═══ Exercise data

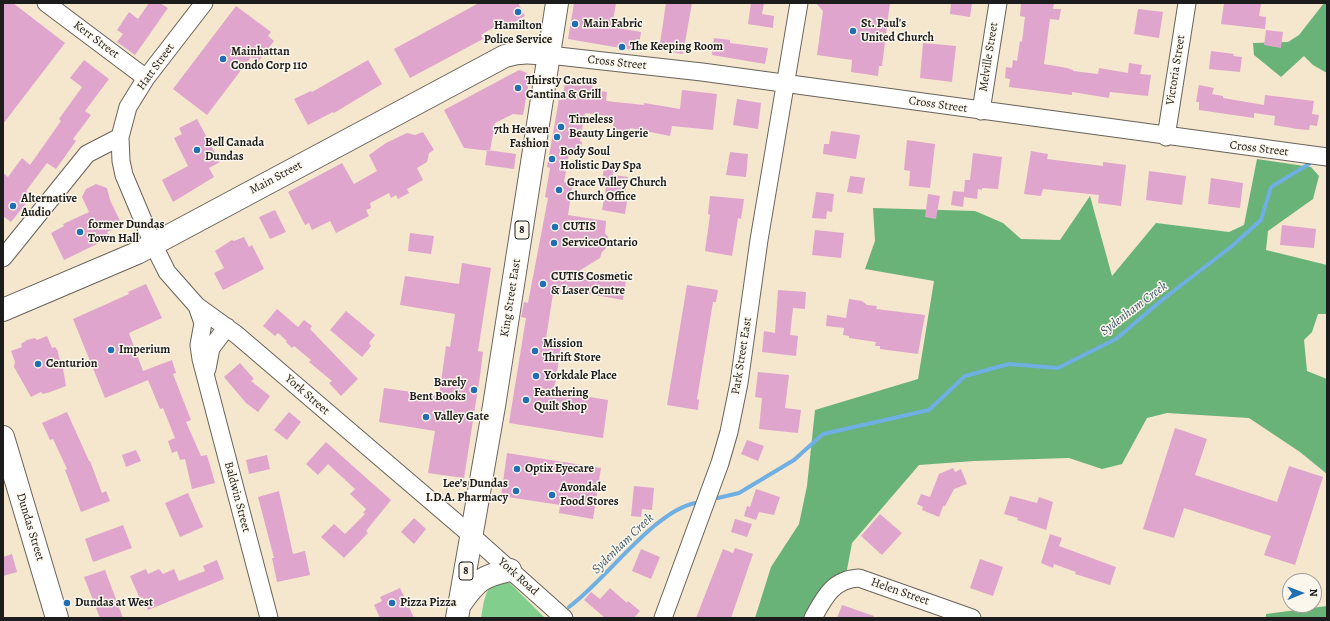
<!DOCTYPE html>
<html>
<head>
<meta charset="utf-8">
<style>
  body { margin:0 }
  #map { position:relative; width:1330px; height:621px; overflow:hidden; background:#f5e6ce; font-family:Alegreya,serif }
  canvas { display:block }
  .frame { position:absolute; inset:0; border:4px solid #1c1c1c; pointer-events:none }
  .north { position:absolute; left:1282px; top:573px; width:40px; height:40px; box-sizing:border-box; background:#fbf7ec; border:1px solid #a29f99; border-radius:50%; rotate:89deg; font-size:11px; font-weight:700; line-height:16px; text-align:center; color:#1c1c1c }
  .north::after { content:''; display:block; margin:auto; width:14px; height:18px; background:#1f6fb2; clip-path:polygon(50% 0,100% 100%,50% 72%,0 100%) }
</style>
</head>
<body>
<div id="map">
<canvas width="1330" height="621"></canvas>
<div class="frame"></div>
<div class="north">N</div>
</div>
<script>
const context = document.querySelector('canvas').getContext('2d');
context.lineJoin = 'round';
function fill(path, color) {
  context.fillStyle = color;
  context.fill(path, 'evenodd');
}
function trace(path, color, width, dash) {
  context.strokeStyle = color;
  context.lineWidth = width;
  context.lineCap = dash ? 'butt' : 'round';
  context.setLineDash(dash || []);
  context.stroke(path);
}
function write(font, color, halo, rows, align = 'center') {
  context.font = font + ' Alegreya,serif';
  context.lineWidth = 3;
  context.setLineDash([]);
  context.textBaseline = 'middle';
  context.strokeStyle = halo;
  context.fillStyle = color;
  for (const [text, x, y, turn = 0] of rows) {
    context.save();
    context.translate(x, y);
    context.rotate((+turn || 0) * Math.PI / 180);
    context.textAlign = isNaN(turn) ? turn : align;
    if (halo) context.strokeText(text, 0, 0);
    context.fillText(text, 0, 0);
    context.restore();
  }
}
const green = new Path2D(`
  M501,581L510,583L545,618H481C484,603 484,585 501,581Z`);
const forest = new Path2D(`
  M1324,3H1327V73L1313,65L1304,56L1281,77L1254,55L1253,43L1288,42L1299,35Z
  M1257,159L1311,167L1319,176L1313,199L1268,231L1266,250L1327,265V314H1318L1312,332L1304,340L1307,371L1327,379V474L1300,452L1249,418L1167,413L1147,418L1122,464L1102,469L1069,458L974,461L919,465L852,543L845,580L819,618H755L771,567L799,524L807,486L815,410L918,379L934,281L865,269L875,241L873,208L975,211L1003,223L1021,239L1060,240L1090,196L1112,276L1156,223L1229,232L1244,225Z
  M1327,606V618H1266V614Z`);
const stream = new Path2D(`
  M718,498L739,493L794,460L823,434L929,410L965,376L1009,364L1058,368L1116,339L1162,300L1232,246L1261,220L1271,187L1309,164
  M569,607C606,580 653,512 695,503`);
const building = new Path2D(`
  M3,3H13L65,43L3,124Z
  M149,3H160L168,8L135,55L117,42L123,34L117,30L129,12L138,19Z
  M479,3H518L525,16L500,30L498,25L481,35L483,39L410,78L394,49Z
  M574,3H616L612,27L641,32L638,51L568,39Z
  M666,3H692L683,54L659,50Z
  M751,3H764L762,14L774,16L773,28L748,24Z
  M816,3H890L882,66H879L878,76L851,72L852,60L817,55L823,11Z
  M951,3H972L970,17L950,14Z
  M1021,3H1054L1053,9H1061L1059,20L1050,19L1044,64L1067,68L1073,70V71L1098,74L1099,68L1128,73L1129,63L1142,65L1140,74L1151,75L1148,96L1110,92L1109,98L1072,92V95L1009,87L1010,79L1005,78L1006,67L1012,68L1013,60L1017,61L1020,41L1022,42L1025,17L1020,16Z
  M1224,3L1261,4L1259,16L1266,17L1265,29L1221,24Z
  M236,6L271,32L268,36L274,41L258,62L251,57L207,115L173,89Z
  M1138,9L1163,12L1159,38L1134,34Z
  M1266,30L1283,32L1281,48L1264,45Z
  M714,38L730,40V43L768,48L765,64L712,55Z
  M923,43L956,46L952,82L920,78Z
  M1211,51L1234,54L1233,56L1242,57L1240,72L1209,69Z
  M84,60L109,79L85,111L91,115L73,139L76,141L56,169L47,163L26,191L32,196L11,222L3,216V173L8,177L22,158L30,165L61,121L59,119L82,87L70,78Z
  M368,60L382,84L334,113L333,112L308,125L294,99L311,91L312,92Z
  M519,70L525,72L530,76L523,115L513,114L495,123L490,151L464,148L444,110Z
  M565,83L582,86V83L593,85L592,90L607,92L606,101L644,105V103L680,109L682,90L717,94L713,130L672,126L670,136L630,128L629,137L612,136L614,117L585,113L580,141L582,142L579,155L569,154L564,182L573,183L568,215L606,221L605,233L608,237L606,248L602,252L600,258L579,271L614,277L615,272L627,274L623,300L561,289L560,295L553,294L546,338L562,340L554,391L608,400L603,438L509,423L526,318L521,317L524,302L528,303L548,198L545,197L550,168L547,167L559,99L562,100Z
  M1199,85L1214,88L1212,94L1223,96V98L1264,105L1265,95L1314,101L1312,114L1319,115L1317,126L1310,125L1309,130L1297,129L1274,125L1275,116L1254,113V118L1199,110V102H1196Z
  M737,99L761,103L758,129L733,125Z
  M197,119L220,162L209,168L214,177L173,202L162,180L188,166L174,138L182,134L179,128Z
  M831,131L860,135L856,159L823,154L824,144H829Z
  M423,132L434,150L429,153L427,162L417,168L423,180L407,189L409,193L398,199L396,195L391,198L389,193L370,203L371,208L366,210L369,216L336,233L330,221L312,230L309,223L305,225L288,192L342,163L354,184L377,171L369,155L386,143L407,133L415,135Z
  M907,140L935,144L930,188L909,186L910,171L904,170Z
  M487,150L516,154L514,169L485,165Z
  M1031,151L1048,154L1047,159L1103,166V162L1126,165L1121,206L1098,203L1099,195L1043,189L1041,196L1024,194Z
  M730,152L748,154L746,177L726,175Z
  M973,153L1002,157L998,189L982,188V190L978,189L977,199L964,197L963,207L951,205L953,191L964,192L965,180H970Z
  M604,168L614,170L613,175L628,177L625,194L628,195L625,214L602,210L606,187L601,186Z
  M1149,171L1186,176L1182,205L1146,200Z
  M850,176L865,178L862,194L847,192Z
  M1211,178L1243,183L1240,208L1208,204Z
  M96,184L107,188L110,200L122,225L107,232L109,235L102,239L103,241L64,260L51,233L64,226L63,224L89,212L82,197L86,189Z
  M816,192L834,194L832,212L827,211L826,219L812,218Z
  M928,194L940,196L936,219L925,217Z
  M710,196L744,199L741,219L738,218L732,256L705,251L710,215L708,214Z
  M275,210L286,232L270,239L259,217Z
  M1282,225L1316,229L1314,248L1280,245Z
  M815,230L844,233L841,258L812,255Z
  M410,233L434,236L431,254L408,251Z
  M244,237L249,247L252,245L264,269L223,290L214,273L224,268L215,251L232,240L234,241Z
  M462,263L491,268L478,351L483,352L480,376L464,478L428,473L435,431L379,422L384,388L439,396L446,346L450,347L455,314L400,305L405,276L459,284Z
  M146,284L162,318L129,333L143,371L172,360L176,373L173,374L191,420L186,422L201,456L207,455L215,483L192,489L185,459L180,460L177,451L172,453L168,441L175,438L163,408L160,409L148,380L105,398L73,319L129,294L128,292Z
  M687,285L718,290L716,302H713L697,399L699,400L698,410L667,405Z
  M778,290L806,292L805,309L793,308L790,335L798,336L796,356L762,352L764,331L775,333Z
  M849,299L862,301L867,305L877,306L876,309L925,315L918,354L880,349V346H875L876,342L849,338V336L843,335L844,328L826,326L827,315L846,318Z
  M277,309L298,327L304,320L312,326L310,329L358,379L341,396L329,383L332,381L309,362L311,360L294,346L292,348L286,342L287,341L278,333L275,336L263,326Z
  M346,311L375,335L369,343L371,346L362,357L330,330Z
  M47,336L52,348L55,347L58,351L59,358L62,362L66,386L50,392L43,394L41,392L31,397L14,367L15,362L11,351L22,347L21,344L27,340L35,338L37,340Z
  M240,363L254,379L251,381L270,396L258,412L246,403L224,377Z
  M758,372L789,375L785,408L801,410L798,433L759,429L762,398L755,397Z
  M67,412L89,461H90L102,493L106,491L110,501L81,512L65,470L67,469L53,439L50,440L42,423Z
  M289,412L301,422L287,440L274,430Z
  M1175,428L1207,439L1195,475L1277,502L1289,466L1323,477L1295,565L1264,555L1271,536L1184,508L1174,538L1143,529Z
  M747,440L764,446L758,461L741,454Z
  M326,442L391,500L366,531L368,533L344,558L321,537L334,524L345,534L365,514L363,513L366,509L350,494L355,489L328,464L318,475L306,464Z
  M136,450L141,461L126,467L122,455Z
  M507,453L601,468L593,519L559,513L560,505L501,496Z
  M267,455L270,469L249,474L246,460Z
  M953,468L955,472L961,469L967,484L954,489L945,506H943L939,517L922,510L923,507L917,504L921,494L930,497L939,474Z
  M634,486L654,488L652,510L642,509L641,517L631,516Z
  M756,489L780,497L774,515L759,512L756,520L744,516L747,506L750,507Z
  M279,491L293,554L305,551L310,575L277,582L272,558H274L258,497Z
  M188,493L203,527L180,537L165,503Z
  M1010,496L1037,503L1039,497L1053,502L1046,530L1017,520L1018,518L1004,514Z
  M880,514L902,533L882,555L861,536Z
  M414,518L426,529L414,544L401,532Z
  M735,519L752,524L747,537L731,532Z
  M123,525L132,548L93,562L85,539Z
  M1050,534L1062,538L1059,546L1116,567L1110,585L1075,574L1076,572L1054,564L1053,568L1041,563Z
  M735,548L753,554L731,618H696L723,549L733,553Z
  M641,549L660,557L651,579L632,571Z
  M12,554L17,572L3,576V557Z
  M980,559L1003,567L993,596L970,588Z
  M217,560L224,579L148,610L143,597L140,599L130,576L146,569L148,574L159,569L163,574L174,569L179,581L205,571L203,566Z
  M105,570L123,618H100L84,577Z
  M400,588L414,618H380L374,605L382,601L380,597Z
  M610,588L627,603L628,601L640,611L634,618H605L584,600L591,592L600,599Z
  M842,605L874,616L873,618H837Z`);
const minor = new Path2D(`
  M46,3L146,78
  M204,3L146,78L128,107L120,137L121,161L124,175L153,244L167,272L197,306L237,335L472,536L564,618
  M549,55L702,72L1327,157
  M981,111L998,3
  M1166,137L1187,3
  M3,258L87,154L120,137
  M197,306L203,323L199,345L201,359L269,618
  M207,369L211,348L227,327
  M663,618L720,463L729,432L739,383L759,240L799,3
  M813,618C824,598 833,579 859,578L972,618`);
const major = new Path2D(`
  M3,310L137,253L505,56C521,51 533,52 549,55
  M3,437L57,618
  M461,603C477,580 483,576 510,570
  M457,618L494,406L557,3`);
const markers = [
  [518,12,4,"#1f6fb2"],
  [575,24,4,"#1f6fb2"],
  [853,31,4,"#1f6fb2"],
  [622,47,4,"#1f6fb2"],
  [223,59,4,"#1f6fb2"],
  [518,88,4,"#1f6fb2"],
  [561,127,4,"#1f6fb2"],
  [557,137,4,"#1f6fb2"],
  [197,150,4,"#1f6fb2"],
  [552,159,4,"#1f6fb2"],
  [559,190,4,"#1f6fb2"],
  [13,206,4,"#1f6fb2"],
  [555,227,4,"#1f6fb2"],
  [80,232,4,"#1f6fb2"],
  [554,243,4,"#1f6fb2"],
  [543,284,4,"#1f6fb2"],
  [111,350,4,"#1f6fb2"],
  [535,351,4,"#1f6fb2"],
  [38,364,4,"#1f6fb2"],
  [536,376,4,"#1f6fb2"],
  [474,390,4,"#1f6fb2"],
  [526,400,4,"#1f6fb2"],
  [426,417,4,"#1f6fb2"],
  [517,469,4,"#1f6fb2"],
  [516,491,4,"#1f6fb2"],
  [552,495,4,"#1f6fb2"],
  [67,603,4,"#1f6fb2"],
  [392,603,4,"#1f6fb2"]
];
const shields = [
  [522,230,14],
  [466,571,14]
];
const shieldNames = [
  ["8",522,230],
  ["8",466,571]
];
const poiNames = [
  ["Main Fabric",583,24],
  ["St. Paul's",861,24],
  ["United Church",861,38],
  ["Hamilton",518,26,"center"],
  ["Police Service",518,40,"center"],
  ["The Keeping Room",630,47],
  ["Mainhattan",231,52],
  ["Condo Corp 110",231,66],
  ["Thirsty Cactus",526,81],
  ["Cantina & Grill",526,95],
  ["Timeless",569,120],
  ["Beauty Lingerie",569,134],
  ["7th Heaven",549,130,"right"],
  ["Fashion",549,144,"right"],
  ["Bell Canada",205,143],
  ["Dundas",205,157],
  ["Body Soul",560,152],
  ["Holistic Day Spa",560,166],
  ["Grace Valley Church",567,183],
  ["Church Office",567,197],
  ["Alternative",21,199],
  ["Audio",21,213],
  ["former Dundas",88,225],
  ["Town Hall",88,239],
  ["CUTIS",563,227],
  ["ServiceOntario",562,243],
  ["CUTIS Cosmetic",551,277],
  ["& Laser Centre",551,291],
  ["Mission",543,344],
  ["Thrift Store",543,358],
  ["Imperium",119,350],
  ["Centurion",46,364],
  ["Yorkdale Place",544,376],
  ["Barely",466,383,"right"],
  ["Bent Books",466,397,"right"],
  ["Feathering",534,393],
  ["Quilt Shop",534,407],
  ["Valley Gate",434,417],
  ["Optix Eyecare",525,469],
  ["Lee’s Dundas",508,484,"right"],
  ["I.D.A. Pharmacy",508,498,"right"],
  ["Avondale",560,488],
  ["Food Stores",560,502],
  ["Dundas at West",75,603],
  ["Pizza Pizza",400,603]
];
const streetNames = [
  ["Kerr Street",96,40,37],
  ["Melville Street",989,57,-81],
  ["Cross Street",617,63,6],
  ["Hatt Street",156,67,-54],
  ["Victoria Street",1176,70,-81],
  ["Cross Street",938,105,8],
  ["Cross Street",1259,149,7],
  ["Main Street",276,178,-28],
  ["King Street East",511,298,-81],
  ["Park Street East",742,356,-81],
  ["York Street",307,395,41],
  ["Baldwin Street",237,497,75],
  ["Dundas Street",30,527,73],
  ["York Road",518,577,42],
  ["Helen Street",900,592,19]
];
const waterNames = [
  ["Sydenham Creek",1134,309,-37],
  ["Sydenham Creek",623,544,-44]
];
fill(green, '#82cf8d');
fill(forest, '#69b278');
trace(stream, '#6fafe2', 4);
fill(building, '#e0a5cc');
trace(minor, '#68635a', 19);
trace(major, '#68635a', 24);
trace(minor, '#fff', 17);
trace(major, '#fff', 22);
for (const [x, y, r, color] of markers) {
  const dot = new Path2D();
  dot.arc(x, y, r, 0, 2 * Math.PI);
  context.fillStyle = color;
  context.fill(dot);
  trace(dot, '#fbf7ec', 1.5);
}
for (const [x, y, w] of shields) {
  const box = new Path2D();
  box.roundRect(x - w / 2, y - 9, w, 18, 3);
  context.fillStyle = '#fbf7ec';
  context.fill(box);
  trace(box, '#1c1c1c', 1);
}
write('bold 11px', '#1c1c1c', null, shieldNames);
write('bold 12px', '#1c1c1c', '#fbf7ec', poiNames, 'left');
write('12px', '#1c1c1c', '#fbf7ec', streetNames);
write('italic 13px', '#3d576b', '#fbf7ec', waterNames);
</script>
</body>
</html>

══════

▶ Activity:
If a line in the data above holds the word "strokeStyle", count it; give only the total.

▶ Result of this task:
2